BU BİR KORKAKLIKTIR, PASİFLİKTİR, DEMOKRASİYE İNANÇSIZLIKTIR.
O yüzden böyle pasifize ve teslimiyetçi düşünen insanlara kızıyorum.
Ne yani, hile OLACAK, cehalet ve körü körüne teslimiyet var diye, ben de mi teslim olacağım?
İnsanı yaşatan umuttur; benim umudum da demokrasi; bunun başka hiçbir alternatifi yok, insan olarak yaşamanın demokrasiden başka alternetifi olamaz da.
Ve bunun için de mücadele etmeliyiz.

EYT, yani Emekliliği Yaşa Takılanlar, Cumhuriyet tarihinde görülmemiş bir hak-hukuk ve demokrasi mücadelesidir.

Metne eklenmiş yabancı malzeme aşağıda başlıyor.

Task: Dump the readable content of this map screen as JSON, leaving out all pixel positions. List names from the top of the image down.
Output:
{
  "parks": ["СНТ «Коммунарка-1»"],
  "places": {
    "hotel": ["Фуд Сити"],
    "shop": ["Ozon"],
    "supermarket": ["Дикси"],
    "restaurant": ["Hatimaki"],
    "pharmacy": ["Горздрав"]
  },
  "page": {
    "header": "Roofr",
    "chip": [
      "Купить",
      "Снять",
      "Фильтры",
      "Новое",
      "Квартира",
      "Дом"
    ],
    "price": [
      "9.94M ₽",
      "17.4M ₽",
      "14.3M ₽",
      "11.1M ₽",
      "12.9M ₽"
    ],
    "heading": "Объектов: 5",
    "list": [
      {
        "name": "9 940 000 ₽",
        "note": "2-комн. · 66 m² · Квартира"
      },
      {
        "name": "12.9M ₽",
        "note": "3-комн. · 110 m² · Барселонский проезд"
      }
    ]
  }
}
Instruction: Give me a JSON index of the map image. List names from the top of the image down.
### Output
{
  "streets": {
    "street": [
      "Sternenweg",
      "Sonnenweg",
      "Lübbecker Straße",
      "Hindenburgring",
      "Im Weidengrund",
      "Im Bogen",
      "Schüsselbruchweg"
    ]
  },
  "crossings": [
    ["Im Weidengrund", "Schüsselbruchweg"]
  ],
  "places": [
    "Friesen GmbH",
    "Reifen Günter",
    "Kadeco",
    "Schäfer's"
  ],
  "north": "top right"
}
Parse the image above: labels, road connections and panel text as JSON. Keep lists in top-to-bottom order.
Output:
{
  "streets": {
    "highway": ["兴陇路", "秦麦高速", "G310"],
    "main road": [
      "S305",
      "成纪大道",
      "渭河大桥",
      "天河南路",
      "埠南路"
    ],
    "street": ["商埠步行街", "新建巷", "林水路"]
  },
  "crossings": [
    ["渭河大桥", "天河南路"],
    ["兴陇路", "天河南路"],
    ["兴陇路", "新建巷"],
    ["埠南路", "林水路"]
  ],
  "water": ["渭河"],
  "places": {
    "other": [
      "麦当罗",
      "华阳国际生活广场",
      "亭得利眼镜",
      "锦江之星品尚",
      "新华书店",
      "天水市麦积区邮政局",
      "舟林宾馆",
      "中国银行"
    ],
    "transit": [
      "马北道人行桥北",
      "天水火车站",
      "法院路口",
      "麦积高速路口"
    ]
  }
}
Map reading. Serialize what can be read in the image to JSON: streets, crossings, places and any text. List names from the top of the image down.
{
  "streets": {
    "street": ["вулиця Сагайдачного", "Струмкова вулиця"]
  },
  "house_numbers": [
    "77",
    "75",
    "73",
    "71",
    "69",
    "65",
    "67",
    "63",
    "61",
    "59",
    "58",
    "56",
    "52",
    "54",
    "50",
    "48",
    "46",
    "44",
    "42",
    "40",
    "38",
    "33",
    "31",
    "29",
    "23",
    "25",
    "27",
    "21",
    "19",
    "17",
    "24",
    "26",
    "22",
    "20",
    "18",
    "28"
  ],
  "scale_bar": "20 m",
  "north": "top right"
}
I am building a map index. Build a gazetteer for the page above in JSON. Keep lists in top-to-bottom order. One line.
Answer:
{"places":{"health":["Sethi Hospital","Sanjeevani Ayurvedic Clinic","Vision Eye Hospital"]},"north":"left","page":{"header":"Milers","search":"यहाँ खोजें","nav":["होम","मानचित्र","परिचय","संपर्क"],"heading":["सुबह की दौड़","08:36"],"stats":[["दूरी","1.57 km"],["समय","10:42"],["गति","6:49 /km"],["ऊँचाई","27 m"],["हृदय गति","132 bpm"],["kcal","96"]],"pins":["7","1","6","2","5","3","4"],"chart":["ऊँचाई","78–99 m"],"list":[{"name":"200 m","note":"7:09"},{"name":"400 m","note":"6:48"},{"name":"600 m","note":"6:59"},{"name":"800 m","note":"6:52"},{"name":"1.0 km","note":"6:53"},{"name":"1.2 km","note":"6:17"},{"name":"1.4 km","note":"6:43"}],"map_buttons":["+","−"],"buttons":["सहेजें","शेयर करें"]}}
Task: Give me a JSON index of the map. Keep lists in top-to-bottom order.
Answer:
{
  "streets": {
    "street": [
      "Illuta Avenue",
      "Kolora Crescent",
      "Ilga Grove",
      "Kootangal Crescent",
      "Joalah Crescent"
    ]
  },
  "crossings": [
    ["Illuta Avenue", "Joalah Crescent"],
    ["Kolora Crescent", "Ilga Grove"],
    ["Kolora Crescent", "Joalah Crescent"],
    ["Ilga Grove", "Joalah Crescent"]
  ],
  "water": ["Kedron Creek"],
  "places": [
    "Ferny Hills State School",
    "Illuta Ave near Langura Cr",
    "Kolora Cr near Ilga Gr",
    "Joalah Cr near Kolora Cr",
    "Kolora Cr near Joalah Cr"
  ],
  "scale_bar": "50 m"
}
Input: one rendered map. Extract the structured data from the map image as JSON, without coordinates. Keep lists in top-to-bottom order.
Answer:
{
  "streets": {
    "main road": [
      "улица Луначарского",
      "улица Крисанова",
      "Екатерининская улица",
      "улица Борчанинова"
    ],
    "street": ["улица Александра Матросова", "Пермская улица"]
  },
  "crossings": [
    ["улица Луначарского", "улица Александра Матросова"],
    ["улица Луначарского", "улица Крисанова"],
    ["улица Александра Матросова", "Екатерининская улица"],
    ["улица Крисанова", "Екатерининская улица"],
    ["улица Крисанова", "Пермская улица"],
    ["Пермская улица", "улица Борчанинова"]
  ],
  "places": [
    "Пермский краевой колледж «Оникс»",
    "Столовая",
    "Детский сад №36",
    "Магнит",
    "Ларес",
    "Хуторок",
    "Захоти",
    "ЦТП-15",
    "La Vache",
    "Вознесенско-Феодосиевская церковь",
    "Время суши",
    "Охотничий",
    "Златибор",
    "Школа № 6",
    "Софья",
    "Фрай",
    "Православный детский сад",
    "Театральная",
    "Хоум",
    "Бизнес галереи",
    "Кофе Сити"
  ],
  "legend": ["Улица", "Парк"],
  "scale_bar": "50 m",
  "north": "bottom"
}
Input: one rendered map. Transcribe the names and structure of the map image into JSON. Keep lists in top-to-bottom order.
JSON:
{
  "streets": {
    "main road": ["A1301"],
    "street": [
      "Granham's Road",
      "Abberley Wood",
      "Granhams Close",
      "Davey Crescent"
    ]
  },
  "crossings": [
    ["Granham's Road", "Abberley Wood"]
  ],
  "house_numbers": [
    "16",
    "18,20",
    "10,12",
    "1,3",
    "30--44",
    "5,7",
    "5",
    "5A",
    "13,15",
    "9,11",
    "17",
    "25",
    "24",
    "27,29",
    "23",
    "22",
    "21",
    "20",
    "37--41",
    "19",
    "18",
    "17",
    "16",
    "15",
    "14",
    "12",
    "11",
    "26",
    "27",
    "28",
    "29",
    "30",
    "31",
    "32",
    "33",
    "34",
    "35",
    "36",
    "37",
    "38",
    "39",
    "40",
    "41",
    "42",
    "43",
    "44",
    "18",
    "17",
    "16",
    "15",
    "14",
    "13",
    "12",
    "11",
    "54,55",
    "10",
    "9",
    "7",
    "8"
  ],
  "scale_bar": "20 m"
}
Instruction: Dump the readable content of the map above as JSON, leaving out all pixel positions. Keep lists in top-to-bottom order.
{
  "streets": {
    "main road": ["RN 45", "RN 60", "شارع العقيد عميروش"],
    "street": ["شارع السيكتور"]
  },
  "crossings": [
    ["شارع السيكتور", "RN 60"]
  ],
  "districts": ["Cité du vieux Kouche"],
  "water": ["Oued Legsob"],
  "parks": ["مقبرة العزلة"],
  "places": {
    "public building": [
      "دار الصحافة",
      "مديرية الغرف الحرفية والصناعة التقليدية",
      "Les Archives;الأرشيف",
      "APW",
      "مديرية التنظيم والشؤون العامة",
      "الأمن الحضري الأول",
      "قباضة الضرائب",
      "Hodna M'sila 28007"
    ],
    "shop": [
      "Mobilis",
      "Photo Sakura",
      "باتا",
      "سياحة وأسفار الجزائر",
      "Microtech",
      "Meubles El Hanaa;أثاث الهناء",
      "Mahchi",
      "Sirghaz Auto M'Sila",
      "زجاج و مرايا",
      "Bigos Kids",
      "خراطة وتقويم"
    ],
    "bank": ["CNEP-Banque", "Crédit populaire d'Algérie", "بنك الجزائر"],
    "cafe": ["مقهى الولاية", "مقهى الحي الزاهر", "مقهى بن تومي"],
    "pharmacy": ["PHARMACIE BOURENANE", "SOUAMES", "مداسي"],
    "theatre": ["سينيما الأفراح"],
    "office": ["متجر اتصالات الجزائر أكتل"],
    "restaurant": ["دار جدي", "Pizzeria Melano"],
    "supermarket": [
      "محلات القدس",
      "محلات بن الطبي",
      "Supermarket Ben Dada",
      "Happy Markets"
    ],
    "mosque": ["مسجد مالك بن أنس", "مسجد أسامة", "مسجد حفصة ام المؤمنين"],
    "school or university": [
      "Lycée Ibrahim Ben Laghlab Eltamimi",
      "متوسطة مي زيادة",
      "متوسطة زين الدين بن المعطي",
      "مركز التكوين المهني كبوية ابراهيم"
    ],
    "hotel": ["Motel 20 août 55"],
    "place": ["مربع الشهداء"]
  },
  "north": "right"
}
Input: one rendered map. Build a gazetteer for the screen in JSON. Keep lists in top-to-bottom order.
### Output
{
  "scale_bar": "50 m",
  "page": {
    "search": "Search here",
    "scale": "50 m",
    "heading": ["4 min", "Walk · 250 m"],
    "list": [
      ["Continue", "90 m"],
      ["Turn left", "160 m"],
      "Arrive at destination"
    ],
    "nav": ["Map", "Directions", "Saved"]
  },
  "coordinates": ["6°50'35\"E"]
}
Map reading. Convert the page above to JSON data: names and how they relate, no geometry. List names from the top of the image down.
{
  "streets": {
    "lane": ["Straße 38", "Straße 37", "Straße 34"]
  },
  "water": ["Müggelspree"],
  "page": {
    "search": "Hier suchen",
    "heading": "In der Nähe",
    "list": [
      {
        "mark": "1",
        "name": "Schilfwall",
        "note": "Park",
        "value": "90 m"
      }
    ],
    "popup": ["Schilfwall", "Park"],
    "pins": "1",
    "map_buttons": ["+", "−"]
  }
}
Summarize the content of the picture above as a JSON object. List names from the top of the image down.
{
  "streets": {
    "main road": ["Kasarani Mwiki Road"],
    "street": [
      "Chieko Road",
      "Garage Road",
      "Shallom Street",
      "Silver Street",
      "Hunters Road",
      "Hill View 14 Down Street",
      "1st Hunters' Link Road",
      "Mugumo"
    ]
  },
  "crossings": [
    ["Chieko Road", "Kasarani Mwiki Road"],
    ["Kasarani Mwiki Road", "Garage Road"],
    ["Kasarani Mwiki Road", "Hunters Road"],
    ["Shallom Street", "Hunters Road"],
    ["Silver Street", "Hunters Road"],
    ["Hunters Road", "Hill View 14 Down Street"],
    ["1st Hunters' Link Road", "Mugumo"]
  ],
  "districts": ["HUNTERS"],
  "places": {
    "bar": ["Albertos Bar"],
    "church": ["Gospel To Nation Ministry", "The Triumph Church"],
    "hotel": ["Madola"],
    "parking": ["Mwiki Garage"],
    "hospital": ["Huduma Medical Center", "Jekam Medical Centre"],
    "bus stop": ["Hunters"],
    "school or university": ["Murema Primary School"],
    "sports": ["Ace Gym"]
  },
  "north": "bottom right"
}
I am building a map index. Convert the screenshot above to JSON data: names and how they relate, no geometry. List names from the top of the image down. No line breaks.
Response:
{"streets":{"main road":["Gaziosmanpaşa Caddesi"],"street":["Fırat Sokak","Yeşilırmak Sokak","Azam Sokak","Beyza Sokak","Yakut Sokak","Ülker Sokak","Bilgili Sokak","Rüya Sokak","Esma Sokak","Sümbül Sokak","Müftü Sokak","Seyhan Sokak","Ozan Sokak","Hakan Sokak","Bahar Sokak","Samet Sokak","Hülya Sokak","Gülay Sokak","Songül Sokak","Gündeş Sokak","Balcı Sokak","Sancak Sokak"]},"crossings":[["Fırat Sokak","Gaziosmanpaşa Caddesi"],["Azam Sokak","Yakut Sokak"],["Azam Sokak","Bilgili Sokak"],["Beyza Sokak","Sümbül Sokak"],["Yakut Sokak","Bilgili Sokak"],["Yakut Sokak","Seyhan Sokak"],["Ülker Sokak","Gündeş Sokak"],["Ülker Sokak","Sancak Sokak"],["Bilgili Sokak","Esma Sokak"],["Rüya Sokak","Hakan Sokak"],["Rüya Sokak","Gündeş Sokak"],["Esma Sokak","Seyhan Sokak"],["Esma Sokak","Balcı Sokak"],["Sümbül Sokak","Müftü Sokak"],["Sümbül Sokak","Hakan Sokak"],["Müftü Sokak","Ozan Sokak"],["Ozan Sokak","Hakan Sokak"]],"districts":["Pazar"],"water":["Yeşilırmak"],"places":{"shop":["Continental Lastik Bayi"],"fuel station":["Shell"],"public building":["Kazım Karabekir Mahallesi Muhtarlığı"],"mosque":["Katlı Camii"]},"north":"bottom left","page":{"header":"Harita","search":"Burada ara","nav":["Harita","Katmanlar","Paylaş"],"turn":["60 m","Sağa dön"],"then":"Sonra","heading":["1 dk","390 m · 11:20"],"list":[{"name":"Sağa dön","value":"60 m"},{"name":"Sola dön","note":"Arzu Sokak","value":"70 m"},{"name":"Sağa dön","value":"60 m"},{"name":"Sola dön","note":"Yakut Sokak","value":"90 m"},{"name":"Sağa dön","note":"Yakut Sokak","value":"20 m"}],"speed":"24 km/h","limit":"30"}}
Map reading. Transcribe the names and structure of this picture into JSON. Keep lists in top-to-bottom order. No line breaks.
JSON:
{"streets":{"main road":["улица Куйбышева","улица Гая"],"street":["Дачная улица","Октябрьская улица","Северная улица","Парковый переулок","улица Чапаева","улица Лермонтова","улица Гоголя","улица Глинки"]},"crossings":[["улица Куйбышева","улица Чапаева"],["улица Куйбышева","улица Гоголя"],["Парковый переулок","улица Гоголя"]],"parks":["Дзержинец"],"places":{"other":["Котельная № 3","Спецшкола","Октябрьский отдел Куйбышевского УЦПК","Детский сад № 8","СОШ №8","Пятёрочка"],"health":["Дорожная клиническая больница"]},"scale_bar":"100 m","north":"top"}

Bir hak davası için insanlar bu kadar kalabalık oluşturmamışlardır,
bir hak mücadelesini hiç kırıp-dökmeden medeni bir şekilde yapmamıştır öncesinde.
EYT, bugün bilinçsizlerin çoğunlukta olduğu Türkiye'nin örnek bir kahramanlar ordusudur.
Gönül Boran'ın da dediği gibi yüzyılın en özel kuşağı olan 65-80 arası doğan X Kuşağı'nın bireyleridir EYT'ler.
Gezi olaylarını da bu kuşağın yetiştirdiği çocuklar yapmıştı.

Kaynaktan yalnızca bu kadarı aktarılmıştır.